Шурочка прошла мимо магазина с опущенными роллетами, на которых кто-то уже успел нарисовать граффити, спустилась вниз по уложенной новой тротуарной плитке вместо привычного разбитого асфальта и остановилась, рассматривая новые высотки. Сложенные из разноцветного кирпича, непривычно яркие на сером городском фоне, они вместе со всеми ровными дорожками, аккуратной разметкой на парковке казались частью совсем другого мира. Чем-то чужеродным на сером полотне Nска. Может, поэтому квартиры и не продаются? Шурочка вглядывалась в матовые оконные проемы, на которых не играли блики заходящего солнца, и пыталась представить, смогла бы она здесь жить. День за днем нырять за блестящую металлическую дверь подъезда, проходить мимо подстриженных газонов, аккуратной беседки и новой детской площадки, подниматься вверх по мощеной дорожке и ждать автобуса на новенькой остановке. Все это казалось чем-то… неправильным. Непривычным. Воплощающим разом все жалобы, вечно сыплющиеся от обитателей старых домов на управляющие компании, но при этом до ужаса странным и чуждым. Но разве остался бы этот микрорайон таким, если бы был обжитым? Перед глазами Шурочки возникла новая картина: она представила примятую траву, неровно припаркованные машины, вечно заезжающие на газон, женщин, курящих на скамейке и периодически подзывающих слишком заигравшихся детей, подростков, которым детские качели вечно казались самым удобным из всех возможных мест для посиделок, граффити, по-своему искажающие глянец новеньких стен, чуть посыпавшуюся плитку дорожек… И еще нечто. Неуловимый флер, который делает жилье живым, а не глянцевой картинкой. Да, так могло бы быть.

Шурочка зябко поежилась и подняла повыше воротник короткой куртки. Она не заметила, сколько простояла, разглядывая пустующие дома, но теперь почувствовала, как сильно похолодало на улице, а по земле поползли сизые клочья вечернего тумана. Нужно идти. Шурочка кивнула сама себе и отвернулась. Шаг, другой. Звук шагов тонет в густеющем тумане. Нет. Его не было совсем, будто вместо плитки ее ноги касались мягкой земли. Движимая сжимающим изнутри тревожным чувством, Шурочка обернулась. Туман густыми клубами поднимался вверх, напоминая струи фонтанов. Он обнимал этажи, опадал вниз, снова поднимался, кружился водоворотом, затягивая в себя все больше строений, заполняя уютную чашу нового микрорайона.

Столб электропередачи совсем рядом заискрил и пошатнулся, когда с одной его стороны беззвучно исчезли провода.

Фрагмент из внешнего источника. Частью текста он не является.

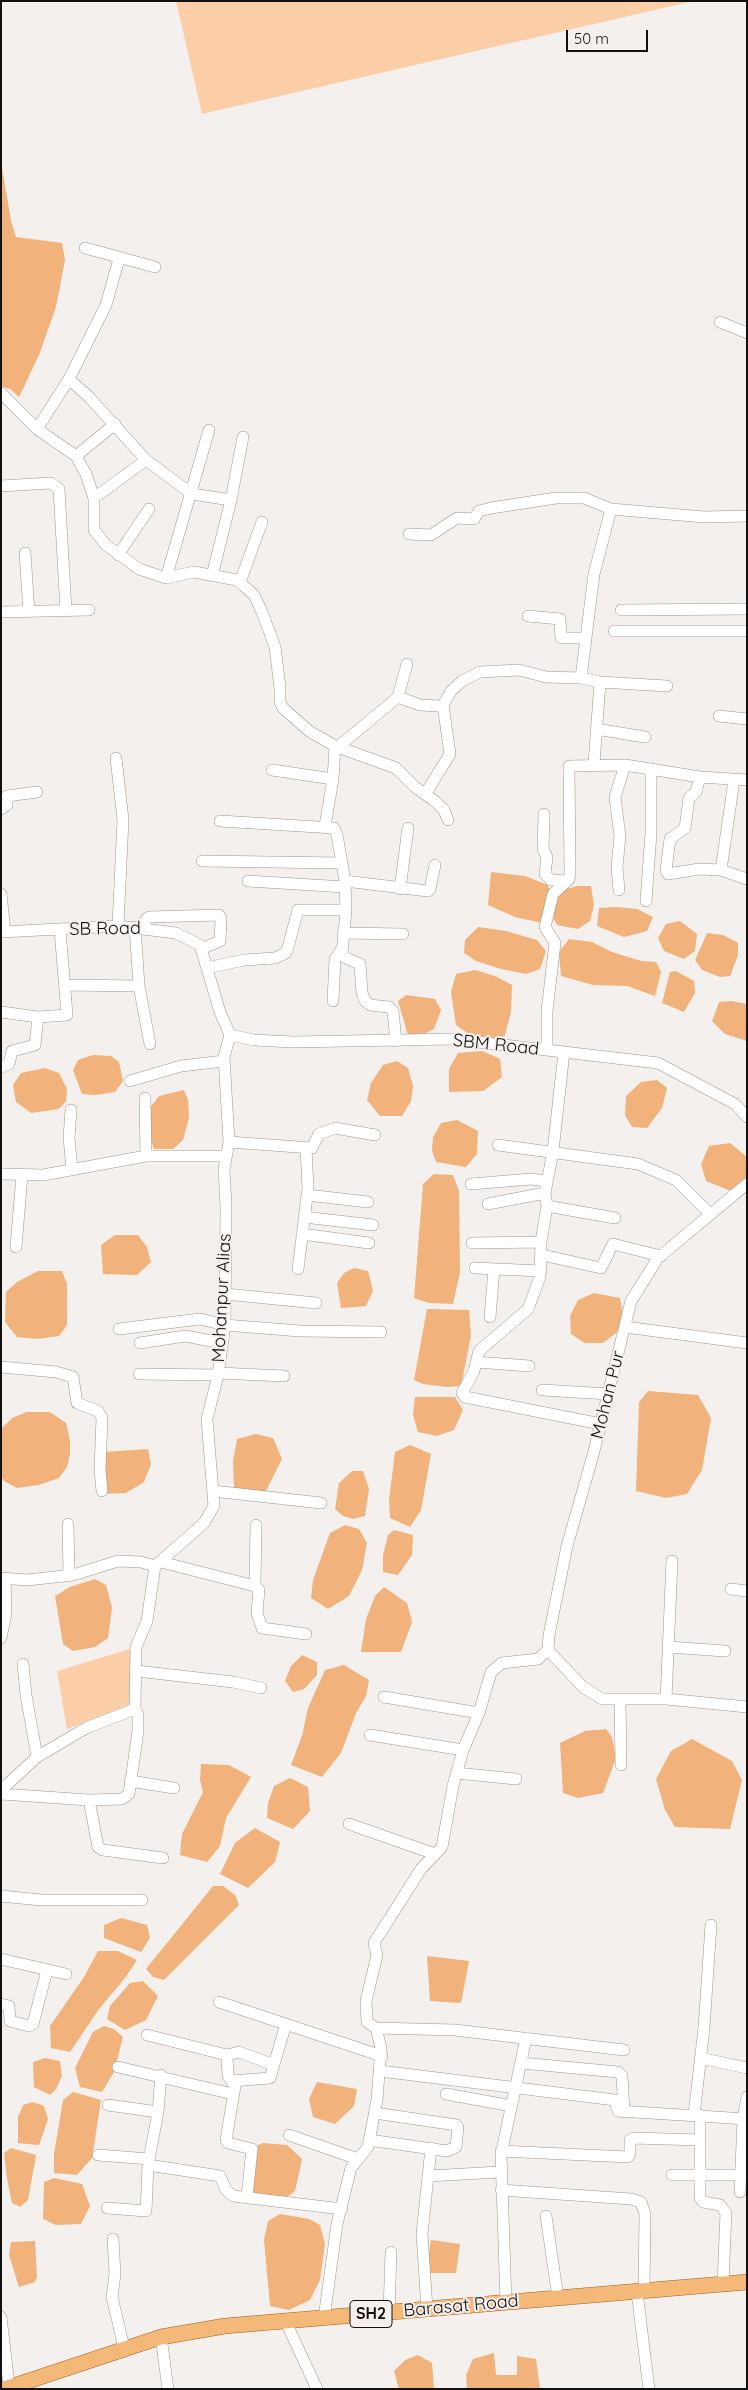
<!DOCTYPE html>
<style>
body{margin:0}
#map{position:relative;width:748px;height:2390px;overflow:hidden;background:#f4f0ed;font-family:Quicksand,sans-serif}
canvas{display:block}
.frame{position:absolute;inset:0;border:2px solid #131110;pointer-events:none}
.scale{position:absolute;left:566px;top:30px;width:82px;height:22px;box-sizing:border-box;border:2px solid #131110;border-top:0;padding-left:6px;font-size:15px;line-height:18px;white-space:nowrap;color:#131110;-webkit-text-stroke:4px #f4f0ed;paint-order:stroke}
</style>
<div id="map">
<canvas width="748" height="2390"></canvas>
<div class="frame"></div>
<div class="scale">50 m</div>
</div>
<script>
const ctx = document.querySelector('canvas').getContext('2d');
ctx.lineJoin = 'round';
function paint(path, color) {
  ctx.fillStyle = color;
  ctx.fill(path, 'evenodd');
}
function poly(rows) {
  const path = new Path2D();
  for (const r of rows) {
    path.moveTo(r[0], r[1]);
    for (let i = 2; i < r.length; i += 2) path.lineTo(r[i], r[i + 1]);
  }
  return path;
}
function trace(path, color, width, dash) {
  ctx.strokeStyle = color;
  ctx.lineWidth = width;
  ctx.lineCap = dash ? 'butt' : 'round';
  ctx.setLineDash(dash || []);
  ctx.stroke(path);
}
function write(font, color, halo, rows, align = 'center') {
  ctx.font = font + ' Quicksand,sans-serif';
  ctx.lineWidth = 4;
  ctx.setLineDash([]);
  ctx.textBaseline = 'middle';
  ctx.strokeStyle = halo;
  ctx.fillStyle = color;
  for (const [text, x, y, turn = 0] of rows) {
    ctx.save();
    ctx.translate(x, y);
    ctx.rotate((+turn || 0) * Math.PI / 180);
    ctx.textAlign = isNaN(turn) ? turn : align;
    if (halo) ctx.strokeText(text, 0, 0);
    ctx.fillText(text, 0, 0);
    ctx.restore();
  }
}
paint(poly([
 [176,1,694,1,202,114],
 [130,1649,131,1704,67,1729,57,1671]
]), '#fccea8');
paint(poly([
 [1,162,11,221,16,237,62,243,65,260,56,307,39,355,19,397,10,389,1,386],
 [491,872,525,876,548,885,552,900,542,923,515,917,488,905],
 [577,886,591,886,594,905,590,921,578,929,557,925,552,916,557,892],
 [616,907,637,909,653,917,647,931,624,937,597,926,599,908],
 [680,921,697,934,695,951,684,959,664,951,658,938,666,924],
 [478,927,506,931,537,940,546,951,540,969,526,974,501,969,476,961,464,953,465,940],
 [707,933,723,935,738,943,738,955,730,976,720,977,702,970,695,960],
 [569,939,592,942,612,952,641,961,656,962,661,972,655,996,627,986,593,985,561,976,559,952],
 [475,970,495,976,512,985,511,1012,504,1038,473,1037,456,1025,451,992,456,974],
 [676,971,694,981,695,993,684,1012,662,1003,670,972],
 [406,995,435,999,441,1010,434,1029,426,1033,408,1035,398,1001],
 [731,1001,747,1004,747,1041,725,1034,712,1021,719,1002],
 [482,1051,500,1059,502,1077,483,1091,449,1092,449,1069,458,1053],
 [93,1055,111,1056,119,1062,123,1081,115,1092,95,1095,82,1094,73,1070,78,1060],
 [397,1061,408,1068,413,1086,411,1101,402,1116,380,1116,367,1100,371,1083,383,1065],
 [45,1068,59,1073,67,1089,66,1101,59,1109,31,1113,16,1102,13,1085,21,1073],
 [657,1080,667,1088,662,1108,647,1128,632,1127,625,1115,626,1096,641,1082],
 [184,1090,188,1100,189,1117,183,1140,173,1149,154,1149,149,1135,149,1109,159,1096],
 [457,1120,478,1131,477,1154,466,1167,436,1162,432,1151,433,1137,441,1123],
 [730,1143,747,1157,747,1181,731,1191,706,1181,701,1164,709,1146],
 [434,1174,453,1175,459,1191,460,1272,453,1304,429,1303,414,1298,423,1184],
 [115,1235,138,1235,147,1247,151,1262,137,1275,103,1274,101,1245],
 [354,1268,368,1271,373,1291,366,1306,341,1308,337,1283,344,1273],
 [38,1271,62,1271,67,1284,67,1325,59,1336,37,1339,17,1337,5,1322,6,1292,17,1282],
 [594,1293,620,1298,624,1320,616,1333,603,1343,585,1343,571,1334,570,1316,578,1300],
 [427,1309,469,1310,471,1336,461,1386,447,1387,423,1384,414,1380],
 [648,1391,698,1395,711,1418,702,1470,687,1494,666,1498,636,1491,639,1402],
 [415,1397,455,1397,463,1410,454,1430,437,1436,418,1432,413,1415],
 [27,1412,50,1412,66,1423,70,1441,70,1454,67,1467,59,1478,39,1485,17,1488,4,1481,1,1476,1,1429,12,1418],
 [256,1434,273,1438,282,1459,265,1493,234,1489,233,1461,237,1439],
 [410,1445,431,1454,421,1510,410,1527,390,1518,389,1500,395,1452],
 [148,1449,151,1464,144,1482,126,1493,103,1494,103,1452],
 [352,1471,363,1471,369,1489,365,1516,353,1519,343,1516,335,1509,339,1483],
 [345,1525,359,1529,367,1543,362,1570,349,1596,328,1609,311,1598,313,1580,330,1533],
 [394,1530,413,1535,412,1555,398,1575,383,1572,383,1555,388,1535],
 [95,1579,106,1585,112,1608,108,1638,95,1647,73,1651,63,1644,55,1596,70,1587],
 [384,1587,407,1603,412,1622,401,1652,361,1652,366,1619,375,1596],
 [302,1655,317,1662,317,1675,304,1689,293,1692,285,1681,291,1666],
 [344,1665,369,1680,366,1696,356,1713,341,1753,322,1777,291,1765,302,1736,308,1708,325,1670],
 [606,1729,612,1737,616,1758,603,1793,578,1798,563,1793,560,1743,585,1731],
 [692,1739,732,1761,742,1780,730,1829,675,1827,665,1810,656,1779,671,1751],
 [201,1764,229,1765,251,1777,226,1818,220,1846,207,1862,180,1855,182,1834,203,1792,200,1780],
 [290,1778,308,1787,310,1811,293,1829,267,1818,268,1803,274,1786],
 [255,1828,280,1842,275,1862,248,1888,220,1874,235,1843],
 [213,1886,223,1886,235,1895,239,1905,164,1980,153,1977,146,1969],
 [121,1918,147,1925,150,1938,141,1952,104,1938,104,1925],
 [98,1951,118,1951,137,1960,125,1978,99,2009,70,2052,51,2048,50,2026,84,1977],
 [427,1956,469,1961,461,2003,430,2001],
 [143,1981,158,1996,146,2020,125,2030,107,2019,110,2006,130,1983],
 [104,2026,114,2029,123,2037,114,2072,102,2092,80,2087,75,2068,93,2032],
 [45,2058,60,2061,62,2076,56,2089,50,2095,34,2087,33,2062],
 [317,2082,357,2089,354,2106,335,2124,313,2117,309,2099],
 [73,2092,101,2100,92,2158,77,2175,54,2173,54,2154,63,2100],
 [33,2102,44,2106,48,2119,39,2145,18,2143,18,2117,23,2105],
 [263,2143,287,2145,302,2159,295,2191,284,2199,257,2196,252,2189,258,2145],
 [11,2148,36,2155,28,2200,20,2207,12,2203,7,2179,4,2153],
 [54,2178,82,2184,90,2206,81,2224,56,2225,43,2219,44,2182],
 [280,2214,309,2219,320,2225,325,2244,320,2280,310,2300,289,2310,270,2306,264,2240,268,2221],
 [431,2240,460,2244,456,2273,426,2273],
 [35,2241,37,2277,35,2282,19,2287,9,2255,11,2242],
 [494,2353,496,2375,517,2375,517,2356,536,2359,540,2389,467,2389,466,2375,473,2359],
 [418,2355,432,2363,434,2389,399,2389,394,2371,405,2360]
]), '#f1b27c');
const minor = poly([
 [85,248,155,267],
 [720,322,747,333],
 [69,379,89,397,146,460,192,494,231,500],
 [1,393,37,429,76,456,86,474,94,498,94,530,106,545,139,569,166,578,194,572,237,580,244,586,254,595,262,612,275,647,280,688,280,702,283,708,309,731,335,746,396,768,415,787,436,802,444,810,448,820],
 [37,429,69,379,106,305,119,259],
 [76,456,115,424],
 [1,486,51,483,59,489,66,611],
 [94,498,146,460],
 [611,509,704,517,747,516],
 [409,534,431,535,457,518,474,519,479,511,491,508,556,498,584,498,611,509,594,574,581,678,600,682,667,686],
 [25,553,29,612],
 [118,555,149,509],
 [212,576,231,500,243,437],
 [166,578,209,430],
 [240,582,262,522],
 [621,610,747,609],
 [1,612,89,610],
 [528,616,560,619,561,638,586,638],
 [614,631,747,631],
 [398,697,420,705,439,706,443,705,451,691,462,681,480,672,519,670,546,677,581,678],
 [719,716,747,719],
 [596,729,645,737],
 [339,746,398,697,407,664],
 [116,758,123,820,118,926],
 [594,764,600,682],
 [272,770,333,779],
 [700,777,696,792,689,798,685,828,670,839,666,870,668,874,699,869,721,870,747,879],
 [426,793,450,754,443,705],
 [1,809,7,805,7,796,37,792],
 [544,814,543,849,547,857,545,874,551,880,566,881],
 [220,821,334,828,337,835,345,881,346,910,342,954,346,958,360,964,362,993,365,1001,370,1005,389,1007,393,1011,396,1041],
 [325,826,333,779,335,746],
 [202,861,341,863],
 [721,870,734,780],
 [248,881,345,887],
 [345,881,428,891,430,889,435,865],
 [400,889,408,828],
 [619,890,617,867,620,836,615,797,625,765],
 [1,894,5,932],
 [646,901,651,833,651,769],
 [135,927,139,986,150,1044],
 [144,928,146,919,149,917,219,915,221,919,220,941,201,949],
 [1,932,118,926,176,933,200,945,220,1012,230,1035],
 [343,933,403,934],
 [207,968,244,960,275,958,284,954,287,951,298,910,346,910],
 [65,985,139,986],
 [333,1001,335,959,343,947],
 [1,1012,38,1017,67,1015,60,930],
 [230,1035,254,1040,293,1042,452,1039,658,1063,735,1104,747,1117],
 [547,1050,547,1011,555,943,545,927,553,894,569,879,570,874,569,766,625,765,700,777,747,780],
 [1,1067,9,1064,12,1051,35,1045,38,1017],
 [130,1081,181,1066,224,1061],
 [145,1098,146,1156],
 [71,1110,69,1138,72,1169],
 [229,1142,312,1148,319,1134,335,1128,375,1135],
 [498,1145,638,1164,676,1180,710,1214],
 [1,1174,43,1175,146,1156,226,1156],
 [471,1184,531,1179,547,1181],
 [545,1193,547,1206,541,1242,540,1277,528,1309,479,1351,474,1371,462,1393,465,1397,601,1424],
 [307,1195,368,1202],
 [488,1204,545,1193,553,1151,564,1052],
 [547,1206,615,1218],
 [304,1217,373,1225],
 [302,1234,369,1243],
 [472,1243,541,1242],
 [16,1247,22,1175],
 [542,1255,601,1268,613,1244,661,1256],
 [475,1268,541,1271],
 [298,1269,308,1188,306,1148],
 [225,1294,316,1303],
 [490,1317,494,1269],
 [625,1327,747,1343],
 [119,1329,200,1319,225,1325,300,1331,381,1332],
 [140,1343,185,1336,222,1343],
 [476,1362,529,1366],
 [1,1367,56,1372,73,1377,77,1403,98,1411,102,1418,100,1470,102,1491],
 [218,1373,284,1376],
 [139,1374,218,1375],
 [542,1390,609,1394],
 [213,1491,321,1503],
 [68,1524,69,1575],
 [161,1562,255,1586,259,1590,257,1613,262,1628,306,1634],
 [155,1566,204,1523,214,1506,207,1419,218,1375,225,1325,226,1206,224,1169,229,1142,224,1057,230,1035],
 [1,1578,27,1580,73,1575,118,1561,141,1562,155,1566],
 [255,1586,256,1525],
 [731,1589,747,1591],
 [1,1638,6,1614,5,1579],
 [668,1647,725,1651],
 [548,1650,549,1635,567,1546,593,1455,631,1301,658,1258,747,1184],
 [548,1650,583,1687,602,1699,666,1699,747,1707],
 [23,1664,26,1695,37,1757],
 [137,1671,233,1682,261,1688],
 [384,1697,479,1713],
 [666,1699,672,1561],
 [620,1700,621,1765],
 [370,1735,463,1750],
 [456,1773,516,1779],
 [130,1781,174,1788],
 [1,1790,37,1757,86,1728,135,1709,136,1647,147,1621,155,1566],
 [1,1794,89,1800,98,1847,103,1850,163,1858],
 [89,1800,122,1799,129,1794,138,1731,138,1714,135,1709],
 [349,1824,435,1854],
 [1,1896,41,1900,142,1900],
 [1,1959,66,1974],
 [219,2002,382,2056],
 [1,2004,9,2006,10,2021,29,2026,33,2024,47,1970],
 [376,2028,455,2030,624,2050],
 [147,2035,227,2055,228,2076,235,2086,226,2140,228,2143,252,2149,247,2197],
 [227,2055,239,2052,274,2065],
 [700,2058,747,2068],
 [521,2063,618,2072,622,2076,624,2112],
 [118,2067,233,2094],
 [380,2071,615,2100,618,2111,747,2119],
 [232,2081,270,2078,286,2024],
 [446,2094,512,2106],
 [108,2105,158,2112],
 [694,2115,704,2028,711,1925],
 [700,2115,700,2198,703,2202,720,2205,726,2213,723,2284],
 [289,2135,358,2159],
 [369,2140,447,2151,456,2147,458,2127,456,2125,375,2113],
 [501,2151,628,2157,630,2154,630,2140,634,2138,699,2140],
 [98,2155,149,2159],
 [148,2165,220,2176,226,2190,233,2196,342,2209],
 [672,2175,741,2175],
 [428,2176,500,2172],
 [501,2190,631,2199,641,2202,645,2214,644,2291],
 [740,2192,743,2119,747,2097],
 [107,2208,146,2211,148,2165,158,2112,161,2075],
 [546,2216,558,2298],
 [113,2239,115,2274,112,2297,124,2348],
 [637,2292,649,2389],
 [506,2302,501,2155,526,2038],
 [427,2309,422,2234,431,2148],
 [389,2312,391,2252],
 [1,2317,9,2386],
 [324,2318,337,2224,351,2168,368,2147,377,2100,381,2048,376,2028,367,2022,366,2001,377,1955,374,1943,421,1869,442,1847,453,1786,463,1750,479,1713,491,1672,502,1663,538,1659,548,1650],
 [285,2320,317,2389],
 [161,2337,168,2389]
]);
const major = poly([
 [4,2389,161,2337,225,2326,747,2282]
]);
trace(minor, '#9a9794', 12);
trace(major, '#a0601a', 16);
trace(minor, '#fff', 11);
trace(major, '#f4b979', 15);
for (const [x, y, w] of [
 [371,2314,42]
]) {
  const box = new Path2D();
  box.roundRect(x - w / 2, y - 13.5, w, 27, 4);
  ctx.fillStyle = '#f4f0ed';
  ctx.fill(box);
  trace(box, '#131110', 1);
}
write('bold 16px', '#131110', null, [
 ["SH2",371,2314]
]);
write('18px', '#131110', '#f4f0ed', [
 ["SB Road",105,929,-1],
 ["SBM Road",496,1045,6],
 ["Mohanpur Alias",222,1298,-87],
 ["Mohan Pur",608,1395,-76],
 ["Barasat Road",461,2306,-5]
]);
</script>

Шурочка, не отрываясь, смотрела, как серость поднимается все выше, а яркие краски новых домов тонут в ней, растворяются, пока не исчезают совсем. Пока не остается только серое колышущееся марево, наполняющее, будто вода, пологую чашу уже не существующей застройки. Серость качнулась выше, морским прибоем слизывая еще держащуюся тротуарную плитку. Шурочка торопливо посмотрела вниз, где фигурные камни прямо под ногами бледнели и расползались серыми туманными клочьями. С беззвучным криком она отпрыгнула назад и побежала, так быстро, как только смогла, пока под ногами вновь не оказался привычный разбитый асфальт. Старый и достаточно надежный, чтобы не раствориться вдруг туманной серостью.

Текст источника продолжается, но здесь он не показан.